» Goal of the exercise: Your task is to repeat the entries exactly from their first line through the line with "content:''; position:absolute; top:32px;", and to stop there.

Records from a collection:
=== Begin Enclosure ===
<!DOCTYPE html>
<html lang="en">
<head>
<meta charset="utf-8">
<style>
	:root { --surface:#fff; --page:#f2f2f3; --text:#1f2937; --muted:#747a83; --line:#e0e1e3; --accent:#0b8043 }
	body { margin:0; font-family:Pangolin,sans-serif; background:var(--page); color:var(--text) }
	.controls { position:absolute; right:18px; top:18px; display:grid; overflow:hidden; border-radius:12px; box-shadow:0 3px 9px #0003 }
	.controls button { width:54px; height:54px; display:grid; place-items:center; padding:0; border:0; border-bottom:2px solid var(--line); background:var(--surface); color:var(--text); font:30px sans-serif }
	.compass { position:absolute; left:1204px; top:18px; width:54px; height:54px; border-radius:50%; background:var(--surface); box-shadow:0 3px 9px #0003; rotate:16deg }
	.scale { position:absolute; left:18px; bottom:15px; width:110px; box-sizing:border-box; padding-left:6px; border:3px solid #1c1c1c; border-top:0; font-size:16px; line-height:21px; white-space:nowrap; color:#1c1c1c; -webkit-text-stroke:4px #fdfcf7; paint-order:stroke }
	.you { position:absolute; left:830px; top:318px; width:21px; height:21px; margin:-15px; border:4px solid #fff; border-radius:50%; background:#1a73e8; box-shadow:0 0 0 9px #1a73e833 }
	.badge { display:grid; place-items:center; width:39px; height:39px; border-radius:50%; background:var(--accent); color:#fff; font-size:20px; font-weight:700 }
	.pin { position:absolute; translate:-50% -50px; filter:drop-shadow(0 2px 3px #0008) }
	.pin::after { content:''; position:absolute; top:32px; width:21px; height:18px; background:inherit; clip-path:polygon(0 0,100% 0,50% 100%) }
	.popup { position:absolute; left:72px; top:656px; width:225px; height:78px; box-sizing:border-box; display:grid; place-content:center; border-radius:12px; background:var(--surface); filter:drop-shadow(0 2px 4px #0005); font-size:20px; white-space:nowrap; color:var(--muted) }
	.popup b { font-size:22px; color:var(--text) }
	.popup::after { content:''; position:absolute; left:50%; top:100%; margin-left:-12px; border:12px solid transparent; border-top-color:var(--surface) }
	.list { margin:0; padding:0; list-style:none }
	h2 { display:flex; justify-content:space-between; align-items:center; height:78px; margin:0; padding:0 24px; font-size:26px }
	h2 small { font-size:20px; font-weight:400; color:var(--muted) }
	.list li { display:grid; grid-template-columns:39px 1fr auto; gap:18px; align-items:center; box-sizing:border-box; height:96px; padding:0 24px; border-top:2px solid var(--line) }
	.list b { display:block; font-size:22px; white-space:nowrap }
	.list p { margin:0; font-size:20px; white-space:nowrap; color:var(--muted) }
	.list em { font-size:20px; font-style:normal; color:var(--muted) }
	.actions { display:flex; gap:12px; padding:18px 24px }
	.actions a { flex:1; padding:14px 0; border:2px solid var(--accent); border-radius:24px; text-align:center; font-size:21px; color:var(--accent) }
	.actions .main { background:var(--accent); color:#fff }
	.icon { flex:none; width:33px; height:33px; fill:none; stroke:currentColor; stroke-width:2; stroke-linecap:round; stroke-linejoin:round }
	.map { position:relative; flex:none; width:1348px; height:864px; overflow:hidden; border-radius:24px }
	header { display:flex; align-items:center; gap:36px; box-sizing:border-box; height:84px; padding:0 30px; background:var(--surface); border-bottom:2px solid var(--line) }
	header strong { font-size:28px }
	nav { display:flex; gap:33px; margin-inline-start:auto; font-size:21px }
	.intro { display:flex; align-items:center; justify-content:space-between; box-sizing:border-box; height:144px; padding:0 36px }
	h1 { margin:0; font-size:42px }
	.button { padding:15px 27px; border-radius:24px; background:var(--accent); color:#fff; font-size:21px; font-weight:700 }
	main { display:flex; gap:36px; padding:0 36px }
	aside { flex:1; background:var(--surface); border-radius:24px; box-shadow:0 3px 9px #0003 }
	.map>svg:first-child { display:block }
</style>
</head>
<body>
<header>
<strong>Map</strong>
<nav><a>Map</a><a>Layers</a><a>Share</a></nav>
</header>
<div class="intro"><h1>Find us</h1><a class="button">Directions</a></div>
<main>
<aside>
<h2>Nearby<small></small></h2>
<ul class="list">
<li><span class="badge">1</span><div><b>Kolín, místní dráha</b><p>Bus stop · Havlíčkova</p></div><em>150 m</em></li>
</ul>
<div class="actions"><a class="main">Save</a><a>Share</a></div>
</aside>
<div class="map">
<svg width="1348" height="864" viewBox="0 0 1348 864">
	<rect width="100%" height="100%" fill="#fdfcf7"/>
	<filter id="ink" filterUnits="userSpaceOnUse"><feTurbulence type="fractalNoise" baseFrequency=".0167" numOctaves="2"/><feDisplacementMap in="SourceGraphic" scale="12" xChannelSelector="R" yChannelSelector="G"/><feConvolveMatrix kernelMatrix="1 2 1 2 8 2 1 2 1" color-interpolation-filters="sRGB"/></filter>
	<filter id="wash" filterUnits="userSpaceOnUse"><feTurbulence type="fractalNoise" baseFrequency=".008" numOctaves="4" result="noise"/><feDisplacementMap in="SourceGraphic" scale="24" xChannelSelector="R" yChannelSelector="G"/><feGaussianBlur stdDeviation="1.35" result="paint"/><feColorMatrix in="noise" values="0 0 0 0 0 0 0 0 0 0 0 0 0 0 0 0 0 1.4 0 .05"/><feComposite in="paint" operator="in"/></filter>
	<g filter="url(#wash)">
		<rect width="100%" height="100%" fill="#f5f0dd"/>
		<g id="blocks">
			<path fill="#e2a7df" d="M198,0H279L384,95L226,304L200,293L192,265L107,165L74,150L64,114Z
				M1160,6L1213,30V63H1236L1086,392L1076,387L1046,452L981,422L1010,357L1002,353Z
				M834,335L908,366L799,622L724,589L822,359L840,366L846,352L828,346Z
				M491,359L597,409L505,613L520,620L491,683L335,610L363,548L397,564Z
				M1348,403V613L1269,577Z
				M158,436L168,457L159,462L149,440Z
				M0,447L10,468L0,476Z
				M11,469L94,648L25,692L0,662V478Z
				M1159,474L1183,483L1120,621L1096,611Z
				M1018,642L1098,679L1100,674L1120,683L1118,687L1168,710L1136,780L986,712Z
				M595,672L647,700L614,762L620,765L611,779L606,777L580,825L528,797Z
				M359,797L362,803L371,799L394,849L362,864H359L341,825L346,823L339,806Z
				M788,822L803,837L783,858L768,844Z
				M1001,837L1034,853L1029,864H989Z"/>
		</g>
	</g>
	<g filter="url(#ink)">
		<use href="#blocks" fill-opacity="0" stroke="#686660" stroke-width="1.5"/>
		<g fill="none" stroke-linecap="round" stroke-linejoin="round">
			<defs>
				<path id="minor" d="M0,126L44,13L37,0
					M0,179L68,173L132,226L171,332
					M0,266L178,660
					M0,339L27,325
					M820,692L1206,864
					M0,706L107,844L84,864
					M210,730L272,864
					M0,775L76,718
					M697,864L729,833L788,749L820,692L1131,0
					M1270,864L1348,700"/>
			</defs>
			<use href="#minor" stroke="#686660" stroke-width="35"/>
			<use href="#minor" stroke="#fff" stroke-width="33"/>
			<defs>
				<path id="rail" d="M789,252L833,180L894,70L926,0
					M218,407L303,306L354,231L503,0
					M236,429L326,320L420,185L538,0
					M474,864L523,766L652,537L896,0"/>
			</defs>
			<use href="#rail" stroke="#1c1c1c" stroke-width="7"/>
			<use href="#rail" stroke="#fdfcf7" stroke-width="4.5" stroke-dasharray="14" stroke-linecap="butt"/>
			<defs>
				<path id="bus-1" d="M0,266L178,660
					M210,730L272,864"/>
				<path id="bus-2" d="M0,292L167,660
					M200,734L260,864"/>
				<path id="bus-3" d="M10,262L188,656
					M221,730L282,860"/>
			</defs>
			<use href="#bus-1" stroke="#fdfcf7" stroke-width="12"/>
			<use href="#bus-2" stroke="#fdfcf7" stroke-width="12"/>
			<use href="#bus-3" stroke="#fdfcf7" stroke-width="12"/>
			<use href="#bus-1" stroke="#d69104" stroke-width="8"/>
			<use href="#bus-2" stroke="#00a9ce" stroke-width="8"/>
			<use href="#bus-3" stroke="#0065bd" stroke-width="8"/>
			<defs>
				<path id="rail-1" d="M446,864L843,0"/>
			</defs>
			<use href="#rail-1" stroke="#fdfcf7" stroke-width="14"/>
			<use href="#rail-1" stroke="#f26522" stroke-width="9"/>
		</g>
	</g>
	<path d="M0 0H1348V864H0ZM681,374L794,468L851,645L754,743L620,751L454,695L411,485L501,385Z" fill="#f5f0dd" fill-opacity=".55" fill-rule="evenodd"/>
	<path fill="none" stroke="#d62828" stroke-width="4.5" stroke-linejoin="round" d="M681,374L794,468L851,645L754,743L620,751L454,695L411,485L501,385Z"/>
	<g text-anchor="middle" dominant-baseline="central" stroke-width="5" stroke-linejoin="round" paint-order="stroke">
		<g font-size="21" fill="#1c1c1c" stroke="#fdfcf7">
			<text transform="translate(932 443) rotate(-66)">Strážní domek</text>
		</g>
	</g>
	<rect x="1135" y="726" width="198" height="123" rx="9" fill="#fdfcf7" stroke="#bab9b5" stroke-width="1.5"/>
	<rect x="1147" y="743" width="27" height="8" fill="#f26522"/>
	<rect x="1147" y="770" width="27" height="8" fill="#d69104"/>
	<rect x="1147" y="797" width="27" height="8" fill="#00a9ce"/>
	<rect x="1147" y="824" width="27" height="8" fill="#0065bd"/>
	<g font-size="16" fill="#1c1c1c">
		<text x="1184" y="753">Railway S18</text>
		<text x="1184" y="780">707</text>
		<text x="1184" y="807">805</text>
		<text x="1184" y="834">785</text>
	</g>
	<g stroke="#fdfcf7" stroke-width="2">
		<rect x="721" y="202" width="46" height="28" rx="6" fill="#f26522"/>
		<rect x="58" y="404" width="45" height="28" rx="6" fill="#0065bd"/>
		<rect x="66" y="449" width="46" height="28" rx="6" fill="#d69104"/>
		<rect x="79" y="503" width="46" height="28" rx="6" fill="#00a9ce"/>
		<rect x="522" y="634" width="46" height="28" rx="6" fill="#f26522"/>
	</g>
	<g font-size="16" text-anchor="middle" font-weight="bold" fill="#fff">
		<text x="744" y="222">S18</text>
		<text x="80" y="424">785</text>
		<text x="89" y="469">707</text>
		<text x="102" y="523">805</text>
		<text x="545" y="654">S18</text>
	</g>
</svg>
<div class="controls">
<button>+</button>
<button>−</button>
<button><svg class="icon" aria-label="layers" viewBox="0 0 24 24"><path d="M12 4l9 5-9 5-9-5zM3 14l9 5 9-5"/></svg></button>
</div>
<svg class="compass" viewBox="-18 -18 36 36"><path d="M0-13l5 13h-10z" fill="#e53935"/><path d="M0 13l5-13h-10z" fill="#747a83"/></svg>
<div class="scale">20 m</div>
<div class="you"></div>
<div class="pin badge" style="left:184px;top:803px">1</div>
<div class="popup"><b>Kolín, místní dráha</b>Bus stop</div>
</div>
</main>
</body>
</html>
=== End Enclosure ===
» Answer space:
<!DOCTYPE html>
<html lang="en">
<head>
<meta charset="utf-8">
<style>
	:root { --surface:#fff; --page:#f2f2f3; --text:#1f2937; --muted:#747a83; --line:#e0e1e3; --accent:#0b8043 }
	body { margin:0; font-family:Pangolin,sans-serif; background:var(--page); color:var(--text) }
	.controls { position:absolute; right:18px; top:18px; display:grid; overflow:hidden; border-radius:12px; box-shadow:0 3px 9px #0003 }
	.controls button { width:54px; height:54px; display:grid; place-items:center; padding:0; border:0; border-bottom:2px solid var(--line); background:var(--surface); color:var(--text); font:30px sans-serif }
	.compass { position:absolute; left:1204px; top:18px; width:54px; height:54px; border-radius:50%; background:var(--surface); box-shadow:0 3px 9px #0003; rotate:16deg }
	.scale { position:absolute; left:18px; bottom:15px; width:110px; box-sizing:border-box; padding-left:6px; border:3px solid #1c1c1c; border-top:0; font-size:16px; line-height:21px; white-space:nowrap; color:#1c1c1c; -webkit-text-stroke:4px #fdfcf7; paint-order:stroke }
	.you { position:absolute; left:830px; top:318px; width:21px; height:21px; margin:-15px; border:4px solid #fff; border-radius:50%; background:#1a73e8; box-shadow:0 0 0 9px #1a73e833 }
	.badge { display:grid; place-items:center; width:39px; height:39px; border-radius:50%; background:var(--accent); color:#fff; font-size:20px; font-weight:700 }
	.pin { position:absolute; translate:-50% -50px; filter:drop-shadow(0 2px 3px #0008) }
	.pin::after { content:''; position:absolute; top:32px; width:21px; height:18px; background:inherit; clip-path:polygon(0 0,100% 0,50% 100%) }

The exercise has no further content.